### PROMPT
Exactly how many lines below mention "labels"? Answer with that number alone.

### DATA SUPPLIED
━━━━━━━━━━━━━━━━━━━━━━━━━━━━━━
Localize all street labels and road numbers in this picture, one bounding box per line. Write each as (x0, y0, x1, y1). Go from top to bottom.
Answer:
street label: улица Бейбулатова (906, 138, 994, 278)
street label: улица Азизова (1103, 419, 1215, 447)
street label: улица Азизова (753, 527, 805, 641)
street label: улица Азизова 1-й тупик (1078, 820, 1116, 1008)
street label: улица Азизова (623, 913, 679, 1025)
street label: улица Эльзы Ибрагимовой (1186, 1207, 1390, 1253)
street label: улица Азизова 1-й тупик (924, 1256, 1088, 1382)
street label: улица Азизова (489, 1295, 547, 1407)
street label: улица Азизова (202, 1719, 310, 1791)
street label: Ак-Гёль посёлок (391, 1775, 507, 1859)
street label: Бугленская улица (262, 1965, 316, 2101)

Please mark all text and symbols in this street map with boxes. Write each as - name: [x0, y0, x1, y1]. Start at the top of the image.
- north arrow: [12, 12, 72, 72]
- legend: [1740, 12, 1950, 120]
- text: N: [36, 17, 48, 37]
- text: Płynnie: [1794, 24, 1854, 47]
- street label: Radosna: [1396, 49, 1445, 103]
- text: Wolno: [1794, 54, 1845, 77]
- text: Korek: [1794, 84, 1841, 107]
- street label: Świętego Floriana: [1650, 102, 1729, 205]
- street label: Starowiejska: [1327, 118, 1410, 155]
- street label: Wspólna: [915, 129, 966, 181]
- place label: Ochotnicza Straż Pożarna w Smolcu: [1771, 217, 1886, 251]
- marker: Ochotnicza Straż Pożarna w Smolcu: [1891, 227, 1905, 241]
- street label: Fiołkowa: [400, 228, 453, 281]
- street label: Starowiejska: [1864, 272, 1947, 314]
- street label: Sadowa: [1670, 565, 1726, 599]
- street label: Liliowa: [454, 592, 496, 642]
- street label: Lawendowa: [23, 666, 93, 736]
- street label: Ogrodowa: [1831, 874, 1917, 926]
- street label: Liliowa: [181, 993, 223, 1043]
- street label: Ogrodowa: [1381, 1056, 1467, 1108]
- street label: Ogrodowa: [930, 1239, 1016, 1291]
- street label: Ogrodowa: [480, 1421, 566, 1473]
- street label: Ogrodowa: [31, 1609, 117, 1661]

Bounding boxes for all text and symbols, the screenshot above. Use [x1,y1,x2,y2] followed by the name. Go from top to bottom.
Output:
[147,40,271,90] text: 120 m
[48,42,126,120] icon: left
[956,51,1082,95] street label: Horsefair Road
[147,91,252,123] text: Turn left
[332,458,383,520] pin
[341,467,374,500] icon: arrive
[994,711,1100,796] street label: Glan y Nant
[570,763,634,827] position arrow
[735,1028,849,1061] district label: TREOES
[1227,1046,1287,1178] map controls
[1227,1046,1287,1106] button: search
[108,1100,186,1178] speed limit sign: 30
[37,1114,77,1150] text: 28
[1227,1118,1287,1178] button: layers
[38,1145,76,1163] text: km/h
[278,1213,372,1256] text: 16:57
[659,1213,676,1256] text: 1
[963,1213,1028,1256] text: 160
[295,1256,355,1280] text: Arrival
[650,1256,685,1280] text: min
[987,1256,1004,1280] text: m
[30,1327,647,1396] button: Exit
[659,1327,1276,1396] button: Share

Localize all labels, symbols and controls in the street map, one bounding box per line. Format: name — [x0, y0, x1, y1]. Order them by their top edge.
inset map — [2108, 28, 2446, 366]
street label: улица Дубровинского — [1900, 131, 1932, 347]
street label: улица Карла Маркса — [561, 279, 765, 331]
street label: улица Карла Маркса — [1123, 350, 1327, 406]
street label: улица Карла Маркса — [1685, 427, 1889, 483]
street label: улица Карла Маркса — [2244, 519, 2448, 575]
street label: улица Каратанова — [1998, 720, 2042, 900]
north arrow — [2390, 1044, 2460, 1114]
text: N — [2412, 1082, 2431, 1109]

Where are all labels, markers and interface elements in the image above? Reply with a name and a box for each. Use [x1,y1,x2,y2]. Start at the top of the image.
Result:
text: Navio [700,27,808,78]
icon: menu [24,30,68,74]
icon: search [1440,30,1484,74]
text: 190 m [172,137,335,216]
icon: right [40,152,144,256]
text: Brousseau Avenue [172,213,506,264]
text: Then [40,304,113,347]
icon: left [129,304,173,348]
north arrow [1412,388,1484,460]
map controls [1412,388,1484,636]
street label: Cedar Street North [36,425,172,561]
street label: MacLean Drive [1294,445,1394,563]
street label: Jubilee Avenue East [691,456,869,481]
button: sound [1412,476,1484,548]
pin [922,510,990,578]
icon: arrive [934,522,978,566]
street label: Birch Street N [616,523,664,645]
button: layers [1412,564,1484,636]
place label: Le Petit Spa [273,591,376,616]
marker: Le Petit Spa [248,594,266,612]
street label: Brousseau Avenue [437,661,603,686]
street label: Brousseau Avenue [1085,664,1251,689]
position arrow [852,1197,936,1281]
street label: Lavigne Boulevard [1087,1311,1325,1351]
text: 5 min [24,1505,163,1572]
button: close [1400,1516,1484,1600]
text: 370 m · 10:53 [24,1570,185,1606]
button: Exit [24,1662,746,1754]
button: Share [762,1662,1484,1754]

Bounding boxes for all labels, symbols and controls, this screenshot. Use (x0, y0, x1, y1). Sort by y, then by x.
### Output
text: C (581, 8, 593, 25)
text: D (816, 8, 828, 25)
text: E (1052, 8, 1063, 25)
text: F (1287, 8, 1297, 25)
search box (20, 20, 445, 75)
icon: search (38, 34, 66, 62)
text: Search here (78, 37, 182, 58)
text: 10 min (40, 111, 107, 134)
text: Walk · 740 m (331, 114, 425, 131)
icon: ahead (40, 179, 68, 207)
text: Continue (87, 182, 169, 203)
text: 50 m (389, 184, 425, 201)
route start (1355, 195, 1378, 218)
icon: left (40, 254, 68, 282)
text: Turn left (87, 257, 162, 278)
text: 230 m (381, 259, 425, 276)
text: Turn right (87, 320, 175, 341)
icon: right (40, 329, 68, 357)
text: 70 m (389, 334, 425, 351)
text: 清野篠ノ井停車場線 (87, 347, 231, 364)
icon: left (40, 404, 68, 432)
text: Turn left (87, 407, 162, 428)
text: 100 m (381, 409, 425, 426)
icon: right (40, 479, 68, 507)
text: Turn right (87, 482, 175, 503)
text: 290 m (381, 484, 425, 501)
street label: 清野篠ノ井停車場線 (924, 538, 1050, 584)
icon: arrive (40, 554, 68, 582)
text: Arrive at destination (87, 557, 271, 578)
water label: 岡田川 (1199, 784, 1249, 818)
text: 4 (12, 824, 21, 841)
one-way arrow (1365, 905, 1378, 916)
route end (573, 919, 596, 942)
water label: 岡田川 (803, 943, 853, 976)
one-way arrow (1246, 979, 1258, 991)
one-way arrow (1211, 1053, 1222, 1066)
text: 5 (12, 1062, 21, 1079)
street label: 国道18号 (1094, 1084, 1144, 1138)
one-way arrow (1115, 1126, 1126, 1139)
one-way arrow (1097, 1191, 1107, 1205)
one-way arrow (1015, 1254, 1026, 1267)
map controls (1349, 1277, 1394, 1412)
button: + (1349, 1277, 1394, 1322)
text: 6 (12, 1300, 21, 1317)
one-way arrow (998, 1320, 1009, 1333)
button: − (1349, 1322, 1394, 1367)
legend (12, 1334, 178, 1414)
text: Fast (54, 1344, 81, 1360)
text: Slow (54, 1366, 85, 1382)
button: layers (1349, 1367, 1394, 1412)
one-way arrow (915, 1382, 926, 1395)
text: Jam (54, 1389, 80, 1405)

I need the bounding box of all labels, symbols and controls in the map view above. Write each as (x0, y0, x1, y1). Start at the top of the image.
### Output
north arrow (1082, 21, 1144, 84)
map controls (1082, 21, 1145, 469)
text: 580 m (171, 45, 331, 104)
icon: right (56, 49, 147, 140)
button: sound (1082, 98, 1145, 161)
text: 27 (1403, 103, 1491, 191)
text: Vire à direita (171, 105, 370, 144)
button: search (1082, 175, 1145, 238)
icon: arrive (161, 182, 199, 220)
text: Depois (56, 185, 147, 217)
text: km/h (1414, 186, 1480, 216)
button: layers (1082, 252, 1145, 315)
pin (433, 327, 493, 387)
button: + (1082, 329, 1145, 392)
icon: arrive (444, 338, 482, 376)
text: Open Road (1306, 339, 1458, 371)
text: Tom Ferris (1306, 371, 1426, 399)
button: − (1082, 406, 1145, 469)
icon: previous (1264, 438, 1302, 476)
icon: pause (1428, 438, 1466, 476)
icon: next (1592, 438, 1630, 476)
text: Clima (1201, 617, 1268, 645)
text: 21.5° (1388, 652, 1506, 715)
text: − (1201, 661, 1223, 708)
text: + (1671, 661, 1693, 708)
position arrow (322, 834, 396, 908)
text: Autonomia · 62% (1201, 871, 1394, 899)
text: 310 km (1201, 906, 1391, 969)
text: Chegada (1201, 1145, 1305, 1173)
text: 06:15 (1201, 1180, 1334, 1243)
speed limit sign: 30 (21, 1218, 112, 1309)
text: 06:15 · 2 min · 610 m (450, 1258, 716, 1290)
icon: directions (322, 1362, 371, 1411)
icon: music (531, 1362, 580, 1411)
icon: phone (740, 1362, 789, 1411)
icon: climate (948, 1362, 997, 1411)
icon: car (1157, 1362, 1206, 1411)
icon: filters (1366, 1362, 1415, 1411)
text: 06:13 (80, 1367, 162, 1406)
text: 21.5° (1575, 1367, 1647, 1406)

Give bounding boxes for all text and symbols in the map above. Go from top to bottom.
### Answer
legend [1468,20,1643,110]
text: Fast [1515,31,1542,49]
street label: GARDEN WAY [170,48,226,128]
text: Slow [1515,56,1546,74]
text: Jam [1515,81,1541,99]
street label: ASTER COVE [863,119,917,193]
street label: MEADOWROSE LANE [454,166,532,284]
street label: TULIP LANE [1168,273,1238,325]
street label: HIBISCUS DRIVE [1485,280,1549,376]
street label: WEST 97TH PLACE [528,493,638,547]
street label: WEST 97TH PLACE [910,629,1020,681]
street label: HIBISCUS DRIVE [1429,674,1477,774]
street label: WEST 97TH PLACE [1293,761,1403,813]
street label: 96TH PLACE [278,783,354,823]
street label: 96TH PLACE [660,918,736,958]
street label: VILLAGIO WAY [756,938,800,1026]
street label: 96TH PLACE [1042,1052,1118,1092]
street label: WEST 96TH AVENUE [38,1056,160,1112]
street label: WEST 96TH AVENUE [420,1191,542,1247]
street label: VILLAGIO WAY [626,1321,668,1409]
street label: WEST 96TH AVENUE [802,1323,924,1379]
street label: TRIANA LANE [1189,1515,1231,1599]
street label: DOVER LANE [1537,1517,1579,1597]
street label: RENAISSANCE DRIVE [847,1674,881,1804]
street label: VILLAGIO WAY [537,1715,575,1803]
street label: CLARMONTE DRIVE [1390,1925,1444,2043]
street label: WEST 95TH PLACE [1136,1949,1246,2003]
━━━━━━━━━━━━━━━━━━━━━━━━━━━━━━
### EXERCISE SOLUTION
5